Touche Ross and Co, later Deloitte and Touche, acted as external auditors for the college between 1993 and 1999, when the college was dissolved.
But the Learning and Skills Council for England says the firm acted negligently, failed to follow guidelines, and misstated the college’s actual position, and failed to warn either the college or the council of the true position.
Losses total more than £25m so far, and the Learning and Skills Council is seeking this amount from the accountancy firm, as well as interest.
The council was set up in 2000 to provide reasonable facilities for education and training for those aged sixteen and older, apart from higher education.
Bilston Community College received funding reflecting returns submitted by the college and by its auditors, and distributed the funding based on audit and statistical reports, management letters, certifications, and investigative reports and related work, according to a High Court writ.
But in 1999 Bilston’s financial position became unsustainable, and the college was dissolved on October 1 1999, the writ says.
The accountants acted in breach of contract and in breach of their duties of care, in asserting that the financial statements and accounts provided a true and fair view of Bilston’s affairs, and of its surplus over expenditure, it is alleged.
The firm also breached duties by asserting that funds administered by the college for specific purposes had been properly used for their intended purposes, and had been applied in accordance with the law, the court will hear.
And the firm failed to ensure that money from the Further Education Funding Council for England – now wound up – had been used in the way in which it should have been, the writ claims.

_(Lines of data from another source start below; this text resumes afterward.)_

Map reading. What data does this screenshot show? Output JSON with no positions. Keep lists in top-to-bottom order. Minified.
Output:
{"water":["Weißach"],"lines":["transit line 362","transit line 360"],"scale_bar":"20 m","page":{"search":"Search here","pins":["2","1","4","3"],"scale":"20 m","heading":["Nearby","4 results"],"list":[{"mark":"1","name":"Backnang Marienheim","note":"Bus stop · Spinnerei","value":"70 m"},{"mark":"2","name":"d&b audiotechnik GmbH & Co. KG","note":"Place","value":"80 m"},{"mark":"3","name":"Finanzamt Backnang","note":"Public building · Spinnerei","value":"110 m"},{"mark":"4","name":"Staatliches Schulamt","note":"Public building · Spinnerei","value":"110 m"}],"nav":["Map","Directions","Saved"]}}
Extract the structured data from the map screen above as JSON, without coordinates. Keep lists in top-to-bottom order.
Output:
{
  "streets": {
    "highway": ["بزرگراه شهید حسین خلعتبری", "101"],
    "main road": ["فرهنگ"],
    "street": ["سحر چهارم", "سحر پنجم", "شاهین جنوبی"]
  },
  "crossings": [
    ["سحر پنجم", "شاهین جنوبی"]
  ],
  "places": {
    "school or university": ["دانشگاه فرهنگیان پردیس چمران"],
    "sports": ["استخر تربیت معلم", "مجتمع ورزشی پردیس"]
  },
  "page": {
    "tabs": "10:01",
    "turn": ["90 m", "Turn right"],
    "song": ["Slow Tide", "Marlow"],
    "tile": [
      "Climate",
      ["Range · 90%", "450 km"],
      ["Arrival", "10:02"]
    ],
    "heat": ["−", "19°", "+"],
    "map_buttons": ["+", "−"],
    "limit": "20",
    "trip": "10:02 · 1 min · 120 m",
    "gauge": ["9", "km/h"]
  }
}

Deloitte & Touche should not have certified the accuracy of Bilston’s various statistical returns, and requests for funding, and failed to follow guidance from the Further Education Funding Council when acting as external auditors, the writ claims.
The firm negligently certified and misstated the actual position, both about Bilston’s overall financial position and the eligibility and veracity of its funding claims, and failed to warn the FEFC and Bilston of the true position, it is alleged.
Because of this, the FEFC and Bilston have suffered losses of more than £25million, the writ says.
The writ was issued by solicitors Beachcroft Wansbroughs, ref Trevor Blythe.